African Wildlife Foundation Conservation Management Training Program participants

After a successful first year of our Conservation Management Training program (CMTP), we welcomed a new class of impressive young professionals to this rigorous training program—and I had the opportunity to learn a little about the new additions to the program.

Best in Class

The CMTP is a comprehensive two-year course that provides a unique opportunity for qualified individuals to obtain practical African conservation experience under the tutelage of AWF’s technical experts. But while Sarah Chiles, Edwin Tambara, and Yohannes Seifu are in the early stages of their careers, they are not entirely “green” when it comes to conservation knowledge.

Sarah Chiles hails from South Africa, where she grew up close to a nature reserve. “As a result, I developed an appreciation for nature at a very early age,” she shares in her personal blog on awf.org.

With her background in anthropology and urban studies, Sarah strives to better understand the social factors involved with conservation development. Her work experience with Kloof and Durban West conservancies in South Africa has sensitized her to the urgent need for diplomatic, community-based approaches.

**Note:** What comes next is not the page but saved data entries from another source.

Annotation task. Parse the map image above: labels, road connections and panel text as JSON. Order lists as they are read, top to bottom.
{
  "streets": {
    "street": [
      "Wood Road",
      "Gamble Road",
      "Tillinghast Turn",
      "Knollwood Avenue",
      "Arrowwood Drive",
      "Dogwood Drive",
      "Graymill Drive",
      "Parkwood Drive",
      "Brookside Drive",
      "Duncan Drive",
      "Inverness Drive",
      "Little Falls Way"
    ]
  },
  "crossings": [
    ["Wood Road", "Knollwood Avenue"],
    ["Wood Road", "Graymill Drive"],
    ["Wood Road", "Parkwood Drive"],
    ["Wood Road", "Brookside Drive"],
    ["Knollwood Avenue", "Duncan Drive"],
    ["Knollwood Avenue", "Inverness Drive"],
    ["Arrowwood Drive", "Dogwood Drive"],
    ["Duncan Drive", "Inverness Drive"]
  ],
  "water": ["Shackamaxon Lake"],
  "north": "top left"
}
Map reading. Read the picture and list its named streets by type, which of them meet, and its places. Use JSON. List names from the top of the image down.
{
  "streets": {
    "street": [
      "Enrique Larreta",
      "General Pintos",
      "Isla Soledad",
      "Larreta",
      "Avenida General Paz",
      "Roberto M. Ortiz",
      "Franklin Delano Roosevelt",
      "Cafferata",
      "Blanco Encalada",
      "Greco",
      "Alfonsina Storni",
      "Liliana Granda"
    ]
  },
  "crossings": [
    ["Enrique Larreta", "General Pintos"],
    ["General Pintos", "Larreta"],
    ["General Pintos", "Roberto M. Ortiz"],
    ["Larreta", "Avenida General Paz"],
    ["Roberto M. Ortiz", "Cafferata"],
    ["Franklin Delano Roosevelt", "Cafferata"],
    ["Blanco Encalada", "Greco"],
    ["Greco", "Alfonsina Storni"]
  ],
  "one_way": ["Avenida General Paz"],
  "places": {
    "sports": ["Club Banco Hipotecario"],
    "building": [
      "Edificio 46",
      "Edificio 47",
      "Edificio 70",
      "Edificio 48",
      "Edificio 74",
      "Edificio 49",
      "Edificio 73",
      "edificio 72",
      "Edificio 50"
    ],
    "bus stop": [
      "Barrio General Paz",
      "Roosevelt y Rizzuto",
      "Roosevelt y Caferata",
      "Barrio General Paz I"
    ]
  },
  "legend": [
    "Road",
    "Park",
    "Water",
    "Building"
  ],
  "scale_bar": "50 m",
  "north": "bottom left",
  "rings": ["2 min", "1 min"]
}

“I have always viewed my interests in social dynamics and complexities as compatible with my interest in conservation; conservation is only successful to the extent that conservationists have a broad-based understanding of relationships between people and their environment,” Sarah notes.

With a master’s degree in natural resource management and experience in participatory and community-based natural resource management, Yohannes has a similar passion for linking community development to conservation. Previously, he worked with Farm Africa and SOS-Sahel, coordinating community development and training programs in remote parts of his native country of Ethiopia.

“I am also creative and entrepreneurial-minded,” says Yohannes. “My favorite part of this experience so far has been engaging with AWF Conservation Schools and Conservation Enterprise programs.”

Difficult Dilemma

Last summer, Edwin faced a dilemma: to pursue doctoral studies on scholarship at Stellenbosch University in South Africa or join CMTP.  Lucky for us, he chose to pursue the CMTP. “I weighed the two options based on my career ambitions and passion and what I needed in order to achieve those,” he says. “I realized CMTP was the best way for me. It is a platform to gain valuable on-the-job conservation expertise and a chance for me to indulge my creative side in the conservation world.”

Edwin joins AWF from the University of Zimbabwe, where he was a researcher. Hi interests in conservation go beyond research, however.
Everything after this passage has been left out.